Just reading the Wikipedia entry on the ditto sheet, had my friend Chris and I nearly in tears.






For my part, at least, looking back, there was an atmosphere surrounding those ditto sheets that never really returned after I was done with school. I remember the sheets in my college classrooms, too. Vaguely. But it was the collective ritual of raising up the sheet and smelling the spirit of the verbs to be conjugated; the ritual of standing outside in the school yard in the freezing cold, wrapped in our hats and gloves, and feeling the wet snow pressing through our leather boots and our thick woolen socks and talking and talking and talking endlessly over the answers to the questions on the test, as some smoked and some cuddled and massaged, or jumped up and down to stay warm... It was that whole sense of belonging to each other, to that place, to that light, to that piercing northern air, and to that moment.

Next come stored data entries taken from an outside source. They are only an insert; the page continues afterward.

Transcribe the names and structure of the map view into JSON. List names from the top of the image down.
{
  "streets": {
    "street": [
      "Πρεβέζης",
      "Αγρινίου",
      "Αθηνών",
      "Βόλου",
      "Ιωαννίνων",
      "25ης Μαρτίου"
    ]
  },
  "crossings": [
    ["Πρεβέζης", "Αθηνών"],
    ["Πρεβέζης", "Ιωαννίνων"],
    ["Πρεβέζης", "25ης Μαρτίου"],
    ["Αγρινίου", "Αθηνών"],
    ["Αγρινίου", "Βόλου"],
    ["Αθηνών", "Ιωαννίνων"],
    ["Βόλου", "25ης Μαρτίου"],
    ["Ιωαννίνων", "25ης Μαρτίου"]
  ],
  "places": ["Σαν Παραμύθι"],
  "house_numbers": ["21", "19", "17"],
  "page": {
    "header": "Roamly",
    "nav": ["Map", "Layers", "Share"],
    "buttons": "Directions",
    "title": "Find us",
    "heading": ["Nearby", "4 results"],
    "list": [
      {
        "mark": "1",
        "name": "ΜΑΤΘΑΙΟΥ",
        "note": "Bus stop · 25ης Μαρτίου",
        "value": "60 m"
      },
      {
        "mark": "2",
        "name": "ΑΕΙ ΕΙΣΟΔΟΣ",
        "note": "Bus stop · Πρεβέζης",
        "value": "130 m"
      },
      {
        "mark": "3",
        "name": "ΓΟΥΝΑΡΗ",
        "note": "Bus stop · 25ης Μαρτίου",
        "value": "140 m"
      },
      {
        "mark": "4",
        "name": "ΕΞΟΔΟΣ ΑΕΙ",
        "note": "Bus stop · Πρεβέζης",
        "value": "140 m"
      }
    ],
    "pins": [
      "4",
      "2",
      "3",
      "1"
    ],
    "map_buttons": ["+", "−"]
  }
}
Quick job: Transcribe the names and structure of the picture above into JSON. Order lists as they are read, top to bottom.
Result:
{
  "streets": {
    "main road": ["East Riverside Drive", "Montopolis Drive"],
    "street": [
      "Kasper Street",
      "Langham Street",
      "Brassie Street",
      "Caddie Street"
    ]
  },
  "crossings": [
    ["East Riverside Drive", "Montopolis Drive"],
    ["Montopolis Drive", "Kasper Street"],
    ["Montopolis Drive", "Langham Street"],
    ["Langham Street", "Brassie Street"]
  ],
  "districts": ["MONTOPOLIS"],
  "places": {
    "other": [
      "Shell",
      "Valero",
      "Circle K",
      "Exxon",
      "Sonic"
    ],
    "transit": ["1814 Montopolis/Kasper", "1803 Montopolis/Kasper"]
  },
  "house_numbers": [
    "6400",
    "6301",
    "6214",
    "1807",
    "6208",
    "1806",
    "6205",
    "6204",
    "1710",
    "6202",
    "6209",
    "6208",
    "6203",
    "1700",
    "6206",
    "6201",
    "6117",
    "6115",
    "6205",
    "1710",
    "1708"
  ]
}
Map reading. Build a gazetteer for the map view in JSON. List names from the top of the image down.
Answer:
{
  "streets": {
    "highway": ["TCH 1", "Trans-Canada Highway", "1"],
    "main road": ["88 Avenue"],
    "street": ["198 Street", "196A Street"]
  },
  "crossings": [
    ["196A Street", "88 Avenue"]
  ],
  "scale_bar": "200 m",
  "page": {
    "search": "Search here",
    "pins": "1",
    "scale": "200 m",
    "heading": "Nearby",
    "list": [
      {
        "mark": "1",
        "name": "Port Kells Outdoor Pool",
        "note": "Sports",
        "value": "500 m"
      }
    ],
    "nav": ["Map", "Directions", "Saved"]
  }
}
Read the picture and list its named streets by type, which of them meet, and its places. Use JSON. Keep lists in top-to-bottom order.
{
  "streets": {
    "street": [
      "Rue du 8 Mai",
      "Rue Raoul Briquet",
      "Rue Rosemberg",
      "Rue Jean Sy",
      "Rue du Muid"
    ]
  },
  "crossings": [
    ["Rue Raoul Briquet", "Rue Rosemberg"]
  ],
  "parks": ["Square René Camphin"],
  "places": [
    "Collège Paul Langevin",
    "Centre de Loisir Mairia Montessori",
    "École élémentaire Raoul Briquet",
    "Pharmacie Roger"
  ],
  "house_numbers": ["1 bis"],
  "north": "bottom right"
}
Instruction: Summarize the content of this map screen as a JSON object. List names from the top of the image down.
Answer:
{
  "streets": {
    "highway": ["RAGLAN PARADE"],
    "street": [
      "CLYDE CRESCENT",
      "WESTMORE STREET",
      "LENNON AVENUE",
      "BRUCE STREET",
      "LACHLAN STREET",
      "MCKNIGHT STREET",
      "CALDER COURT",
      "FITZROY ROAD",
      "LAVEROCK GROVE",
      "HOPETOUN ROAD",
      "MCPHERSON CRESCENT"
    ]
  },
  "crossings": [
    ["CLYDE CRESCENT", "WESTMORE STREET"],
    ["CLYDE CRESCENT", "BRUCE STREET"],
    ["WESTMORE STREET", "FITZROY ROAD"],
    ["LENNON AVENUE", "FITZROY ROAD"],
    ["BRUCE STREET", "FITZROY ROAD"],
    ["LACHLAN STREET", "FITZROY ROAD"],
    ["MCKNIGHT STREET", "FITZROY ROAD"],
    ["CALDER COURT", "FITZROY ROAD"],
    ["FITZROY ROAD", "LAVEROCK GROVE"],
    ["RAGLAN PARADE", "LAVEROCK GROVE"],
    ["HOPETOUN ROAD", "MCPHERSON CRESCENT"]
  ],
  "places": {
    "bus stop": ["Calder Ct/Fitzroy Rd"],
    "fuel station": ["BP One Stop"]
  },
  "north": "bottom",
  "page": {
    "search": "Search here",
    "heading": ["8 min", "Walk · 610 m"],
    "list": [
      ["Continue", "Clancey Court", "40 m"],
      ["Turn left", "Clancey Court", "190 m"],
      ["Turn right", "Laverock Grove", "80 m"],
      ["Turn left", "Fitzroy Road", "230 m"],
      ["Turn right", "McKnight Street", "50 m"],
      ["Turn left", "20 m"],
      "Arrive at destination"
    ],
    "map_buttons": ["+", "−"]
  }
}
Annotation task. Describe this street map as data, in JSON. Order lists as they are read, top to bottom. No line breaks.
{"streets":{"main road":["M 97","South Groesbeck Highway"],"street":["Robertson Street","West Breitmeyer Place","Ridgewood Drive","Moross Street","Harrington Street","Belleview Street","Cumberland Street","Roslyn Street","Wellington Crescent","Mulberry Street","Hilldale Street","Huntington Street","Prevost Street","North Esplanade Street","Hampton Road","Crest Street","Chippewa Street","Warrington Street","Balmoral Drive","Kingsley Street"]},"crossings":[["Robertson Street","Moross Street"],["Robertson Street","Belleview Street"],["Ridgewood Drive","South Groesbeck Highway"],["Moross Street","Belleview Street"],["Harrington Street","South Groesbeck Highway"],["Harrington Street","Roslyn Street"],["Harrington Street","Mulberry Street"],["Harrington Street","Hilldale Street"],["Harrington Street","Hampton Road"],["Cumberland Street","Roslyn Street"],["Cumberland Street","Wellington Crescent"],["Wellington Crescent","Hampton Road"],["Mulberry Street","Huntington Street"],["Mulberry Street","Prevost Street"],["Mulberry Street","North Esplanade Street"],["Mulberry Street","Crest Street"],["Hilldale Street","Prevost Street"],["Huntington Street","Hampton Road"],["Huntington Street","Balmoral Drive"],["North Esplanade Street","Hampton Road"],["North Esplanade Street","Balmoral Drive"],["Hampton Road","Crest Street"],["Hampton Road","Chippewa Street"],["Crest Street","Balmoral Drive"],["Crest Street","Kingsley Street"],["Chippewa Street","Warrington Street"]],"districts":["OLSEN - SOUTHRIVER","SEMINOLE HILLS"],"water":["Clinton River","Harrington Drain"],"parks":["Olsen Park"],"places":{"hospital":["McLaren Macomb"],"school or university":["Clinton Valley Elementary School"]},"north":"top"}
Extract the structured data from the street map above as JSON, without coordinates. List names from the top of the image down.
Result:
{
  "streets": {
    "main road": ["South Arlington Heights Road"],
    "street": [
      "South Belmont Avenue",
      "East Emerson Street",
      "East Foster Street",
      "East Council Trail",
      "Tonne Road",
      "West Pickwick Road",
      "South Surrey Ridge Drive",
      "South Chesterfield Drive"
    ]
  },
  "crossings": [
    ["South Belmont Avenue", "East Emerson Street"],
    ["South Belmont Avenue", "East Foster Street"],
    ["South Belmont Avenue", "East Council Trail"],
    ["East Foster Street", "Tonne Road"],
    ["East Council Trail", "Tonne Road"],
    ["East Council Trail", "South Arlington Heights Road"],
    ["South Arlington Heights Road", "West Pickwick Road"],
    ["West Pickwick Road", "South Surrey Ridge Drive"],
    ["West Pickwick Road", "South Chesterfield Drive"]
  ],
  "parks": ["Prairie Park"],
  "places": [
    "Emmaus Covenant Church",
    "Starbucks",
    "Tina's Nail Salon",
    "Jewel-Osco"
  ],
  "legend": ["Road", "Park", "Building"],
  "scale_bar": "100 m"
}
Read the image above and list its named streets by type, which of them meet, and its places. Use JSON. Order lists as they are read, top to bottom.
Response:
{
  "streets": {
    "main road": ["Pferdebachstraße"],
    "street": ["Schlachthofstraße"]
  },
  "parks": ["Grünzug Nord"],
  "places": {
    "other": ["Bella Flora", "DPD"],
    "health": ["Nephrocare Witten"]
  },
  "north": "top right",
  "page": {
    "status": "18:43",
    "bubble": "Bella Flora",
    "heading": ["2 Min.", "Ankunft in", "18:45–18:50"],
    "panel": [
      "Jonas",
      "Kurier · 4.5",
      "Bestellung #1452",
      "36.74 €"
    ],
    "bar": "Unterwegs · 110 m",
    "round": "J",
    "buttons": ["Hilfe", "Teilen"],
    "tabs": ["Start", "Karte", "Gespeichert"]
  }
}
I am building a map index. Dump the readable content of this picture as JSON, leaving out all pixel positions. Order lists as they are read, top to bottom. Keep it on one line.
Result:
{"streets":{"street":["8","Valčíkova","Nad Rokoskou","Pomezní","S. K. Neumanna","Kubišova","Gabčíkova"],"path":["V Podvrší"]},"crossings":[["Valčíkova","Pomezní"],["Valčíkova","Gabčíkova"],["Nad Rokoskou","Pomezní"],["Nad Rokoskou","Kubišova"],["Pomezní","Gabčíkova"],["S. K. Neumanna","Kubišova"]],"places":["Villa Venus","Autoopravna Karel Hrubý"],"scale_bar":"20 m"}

All of that was summed up in the fragrance of the ditto sheet. And as strange as this sounds: There was aura there, reproduced over and over and over again, as my world turned.

I clung to every single one of those sheets we got in school, put them carefully in my folder, and kept them perfectly neat through all my years in Norway.

Today, even the most important xeroxed papers get left behind after my faculty meetings. I insist to have the URL of the website to "what-ever-it-is" rather than lug another pile of paper home, folded, soiled with chewing gum and torn up here and there for a to-do list, an email address, or a book mark.


The generation before ours doesn't really have that nostalgia for the ditto sheet. Not really. They remember cutting, I mean literally cutting and pasting paragraphs together to write their essays with scissors and glue. That generation gets worked up by the sound of the typewriter. And frankly it doesn't care much for our texting habit.